* EXERCISE DESCRIPTION *
Could you retype the records word for word but without any pictures?

▼

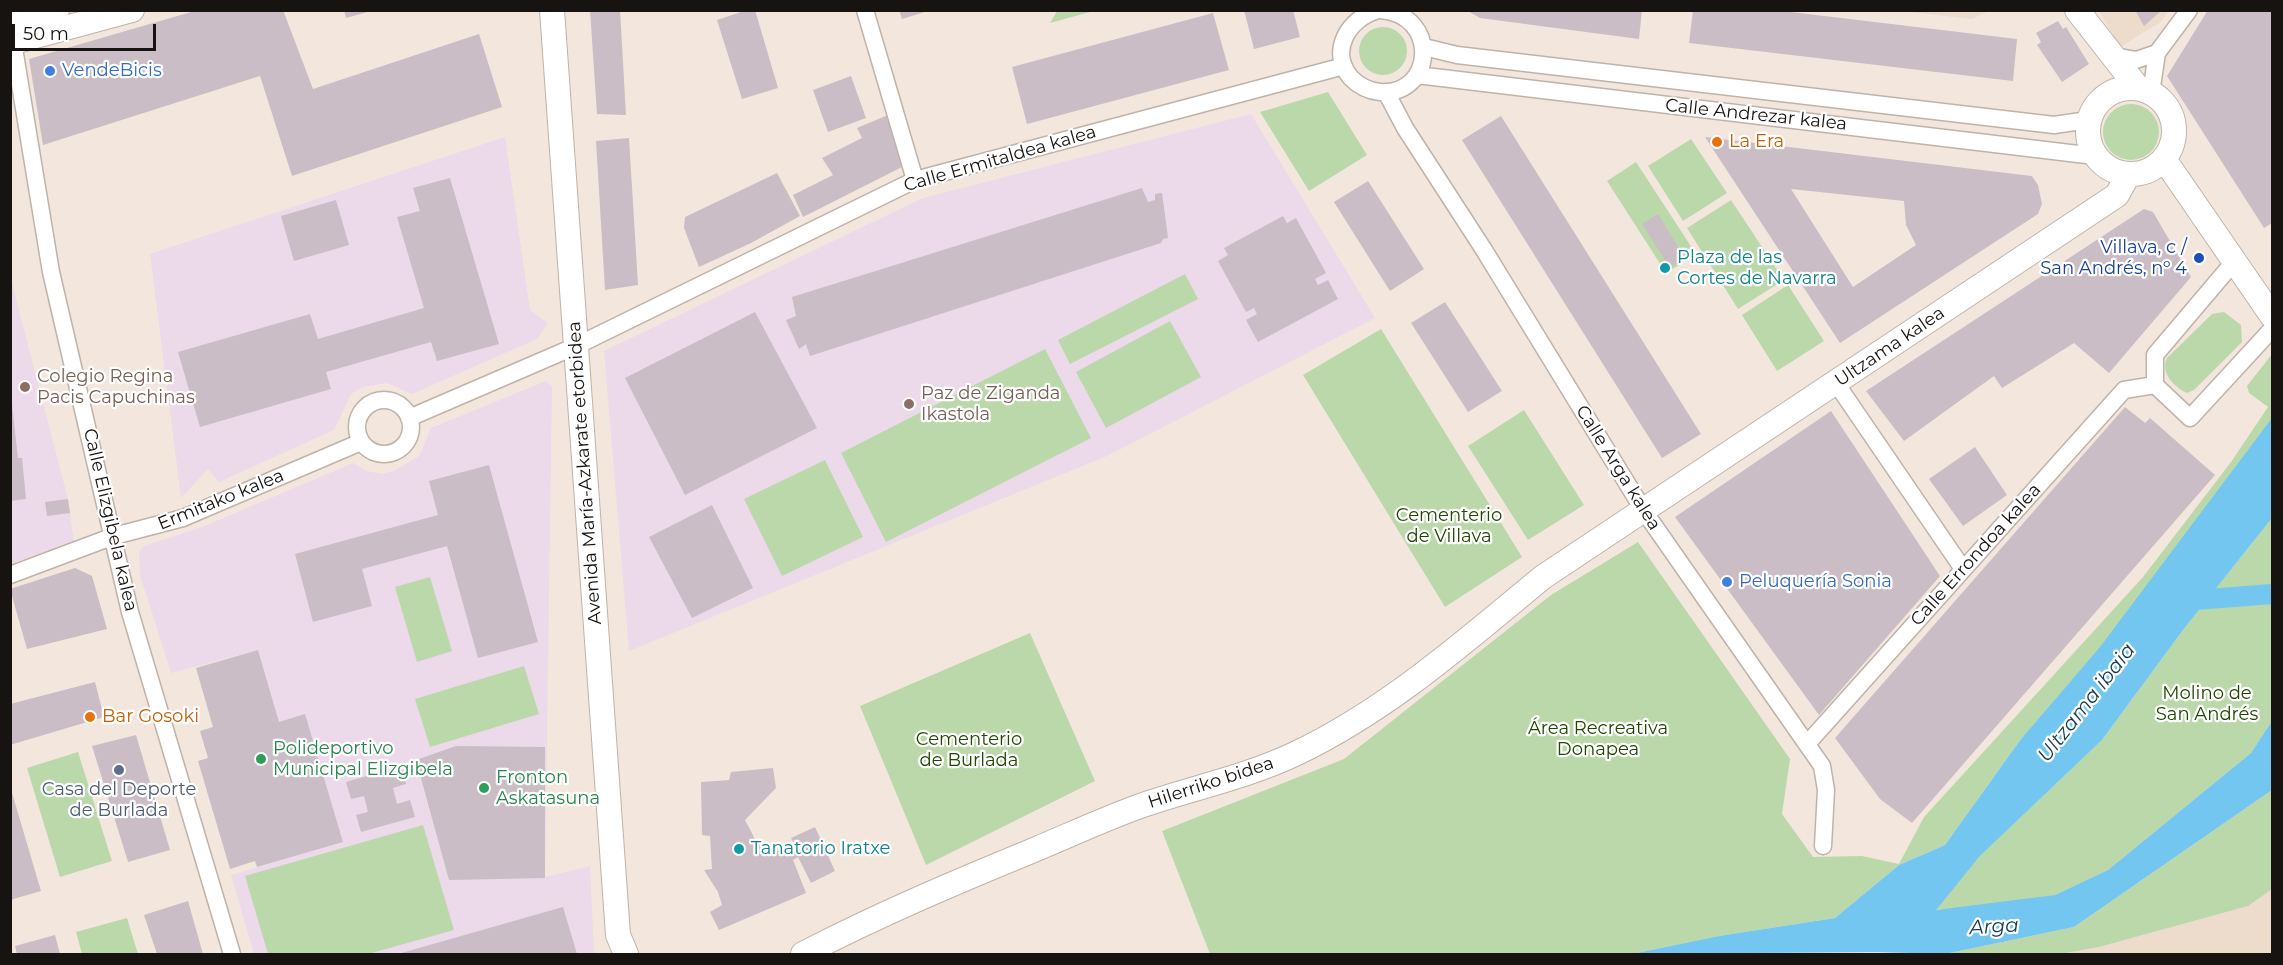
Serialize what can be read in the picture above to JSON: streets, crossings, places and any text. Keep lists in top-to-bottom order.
{
  "streets": {
    "main road": ["Ultzama kalea", "Avenida María-Azkarate etorbidea", "Hilerriko bidea"],
    "street": [
      "Calle Andrezar kalea",
      "Calle Ermitaldea kalea",
      "Calle Arga kalea",
      "Ermitako kalea",
      "Calle Elizgibela kalea",
      "Calle Errondoa kalea"
    ]
  },
  "crossings": [
    ["Calle Andrezar kalea", "Calle Ermitaldea kalea"],
    ["Calle Andrezar kalea", "Ultzama kalea"],
    ["Calle Andrezar kalea", "Calle Arga kalea"],
    ["Calle Ermitaldea kalea", "Calle Arga kalea"],
    ["Calle Ermitaldea kalea", "Avenida María-Azkarate etorbidea"],
    ["Ultzama kalea", "Calle Arga kalea"],
    ["Ultzama kalea", "Hilerriko bidea"],
    ["Calle Arga kalea", "Calle Errondoa kalea"],
    ["Calle Arga kalea", "Hilerriko bidea"],
    ["Ermitako kalea", "Calle Elizgibela kalea"]
  ],
  "water": ["Ultzama ibaia", "Arga"],
  "parks": [
    "Cementerio de Villava",
    "Molino de San Andrés",
    "Área Recreativa Donapea",
    "Cementerio de Burlada"
  ],
  "places": [
    "VendeBicis",
    "La Era",
    "Villava, c / San Andrés, nº 4",
    "Plaza de las Cortes de Navarra",
    "Colegio Regina Pacis Capuchinas",
    "Paz de Ziganda Ikastola",
    "Peluquería Sonia",
    "Bar Gosoki",
    "Polideportivo Municipal Elizgibela",
    "Casa del Deporte de Burlada",
    "Fronton Askatasuna",
    "Tanatorio Iratxe"
  ],
  "scale_bar": "50 m"
}
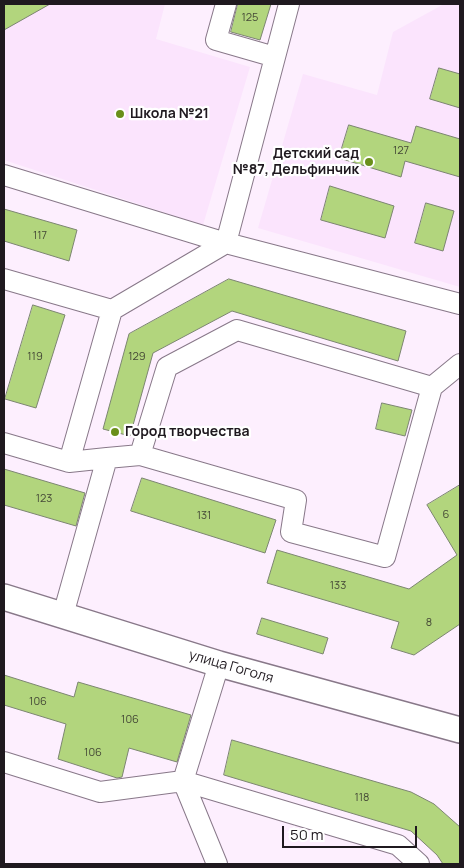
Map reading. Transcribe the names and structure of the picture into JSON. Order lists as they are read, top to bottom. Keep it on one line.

▲

* EXERCISE OUTPUT *
Serialize what can be read in the picture above to JSON: streets, crossings, places and any text. Keep lists in top-to-bottom order.
{
  "streets": {
    "main road": ["Ultzama kalea", "Avenida María-Azkarate etorbidea", "Hilerriko bidea"],
    "street": [
      "Calle Andrezar kalea",
      "Calle Ermitaldea kalea",
      "Calle Arga kalea",
      "Ermitako kalea",
      "Calle Elizgibela kalea",
      "Calle Errondoa kalea"
    ]
  },
  "crossings": [
    ["Calle Andrezar kalea", "Calle Ermitaldea kalea"],
    ["Calle Andrezar kalea", "Ultzama kalea"],
    ["Calle Andrezar kalea", "Calle Arga kalea"],
    ["Calle Ermitaldea kalea", "Calle Arga kalea"],
    ["Calle Ermitaldea kalea", "Avenida María-Azkarate etorbidea"],
    ["Ultzama kalea", "Calle Arga kalea"],
    ["Ultzama kalea", "Hilerriko bidea"],
    ["Calle Arga kalea", "Calle Errondoa kalea"],
    ["Calle Arga kalea", "Hilerriko bidea"],
    ["Ermitako kalea", "Calle Elizgibela kalea"]
  ],
  "water": ["Ultzama ibaia", "Arga"],
  "parks": [
    "Cementerio de Villava",
    "Molino de San Andrés",
    "Área Recreativa Donapea",
    "Cementerio de Burlada"
  ],
  "places": [
    "VendeBicis",
    "La Era",
    "Villava, c / San Andrés, nº 4",
    "Plaza de las Cortes de Navarra",
    "Colegio Regina Pacis Capuchinas",
    "Paz de Ziganda Ikastola",
    "Peluquería Sonia",
    "Bar Gosoki",
    "Polideportivo Municipal Elizgibela",
    "Casa del Deporte de Burlada",
    "Fronton Askatasuna",
    "Tanatorio Iratxe"
  ],
  "scale_bar": "50 m"
}
Map reading. Transcribe the names and structure of the picture into JSON. Order lists as they are read, top to bottom. Keep it on one line.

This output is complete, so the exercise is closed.